Jacinto Roque de Sena Pereyra contempló su rostro en el pequeño espejo oval que lo acompañaba en las campañas. Era un espejo con marco de marfil asiático y vidrio biselado que conservaba escondido en el interior del castillo de popa de la goleta Imperial.

Observó la pequeña barba entrecana y los ojos amarillos. Pensó -y se lo dijo en voz alta- lo de siempre:

-Nada mal, quien no los querría.

Portugués, vanidoso y cultivado, había engalanado los salones de su Lisboa natal recitando versos del Ariosto, del Dante y de Petrarca en un italiano sublime y con un sonido profundo que alcanzaba las cimas de la plenitud en la vibración de las nasales y el dejo casi argénteo de las palatales. Las damas primerizas sucumbían al embrujo de ese hombre que, además de joven, marino y apuesto, era capaz de distinguir y hacer conocer a los invitados -que lo cercaban como a una vieja celebridad- los acentos del italiano del norte y los imperceptibles y sutiles matices que distancian el habla de un antiguo caballero de la República de Venecia de aquel otro perteneciente a un religioso de la cercana ciudad de Padua.

De esas felicidades en el Reino de Portugal lo habían apartado las obligaciones militares en las tierras populosas del Brasil y el mando de hombres embrutecidos por el alcohol y la vida licenciosa y salvaje.

A comienzos del mes de mayo del año 1818, y en Montevideo, se había embarcado con sus hombres en la goleta Imperial y dos pequeñas naves artilladas para una misión que tenía, como objetivo principal, el establecimiento de un enlace -a la altura de Paysandú- con las fuerzas comandadas por Joaquín Javier Curado.

Las embarcaciones remontaron el Uruguay, sortearon la Isla Martín García y llegaron sin mayores contratiempos hasta Paso de Vera. Oculto en la selva en galería esperaba Francisco Ramírez con la casi totalidad de sus jinetes. A pocos cientos de metros se levantaba una saliente fortificada coronada por tres cañones capturados a las fuerzas del general Marcos Balcarce en la batalla de Saucecito.

El silbido del capitán de artilleros fue suficiente: las baterías comenzaron a tronar, destrozando la arboladura y parte del velamen de la goleta capitana. Desde estribor, respondieron con los disparos dos cañones: una de las baterías costeras fue totalmente destrozada y murieron sus tres artilleros. 
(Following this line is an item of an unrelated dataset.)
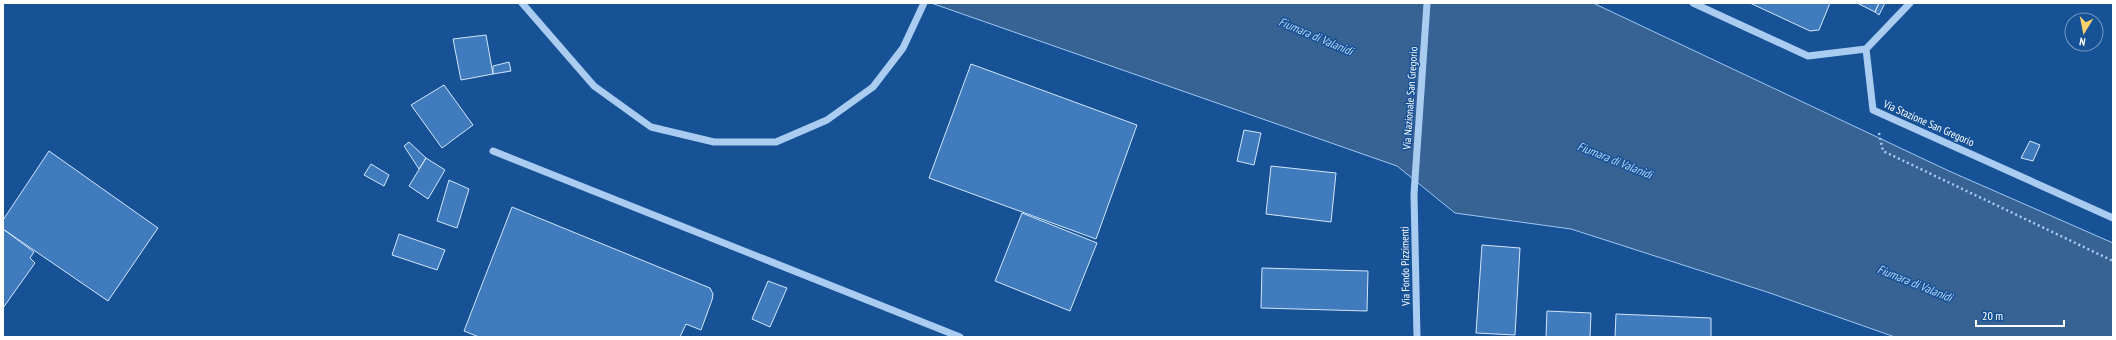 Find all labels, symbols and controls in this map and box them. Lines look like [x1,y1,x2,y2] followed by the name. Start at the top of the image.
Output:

El desembarco era imposible sin contar con el apoyo de los cuerpos de infantería comandados por los hombres de Curado, y la goleta puso rumbo a una de las islas uruguayas que enfrentaban al Paso de Vera. Un día después llegaron las tropas comandadas por Curado que, entretanto, habían tomado el pueblo de Paysandú, hasta ese momento dominado por Artigas.

La suerte de Ramírez estaba sellada en esa acción: el 19 de mayo, y en medio de una impenetrable oscuridad, más de cuatrocientos jinetes -comandados por el guerrillero riograndense Bento Manuel Ribeiro- franquearon a nado el Uruguay a la altura de Calera de Barquín -conduciendo a los caballos del diestro- para atacar y desarticular a las tropas artiguistas antes de alcanzar Arroyo de la China y someter a la batería de Paso de Vera.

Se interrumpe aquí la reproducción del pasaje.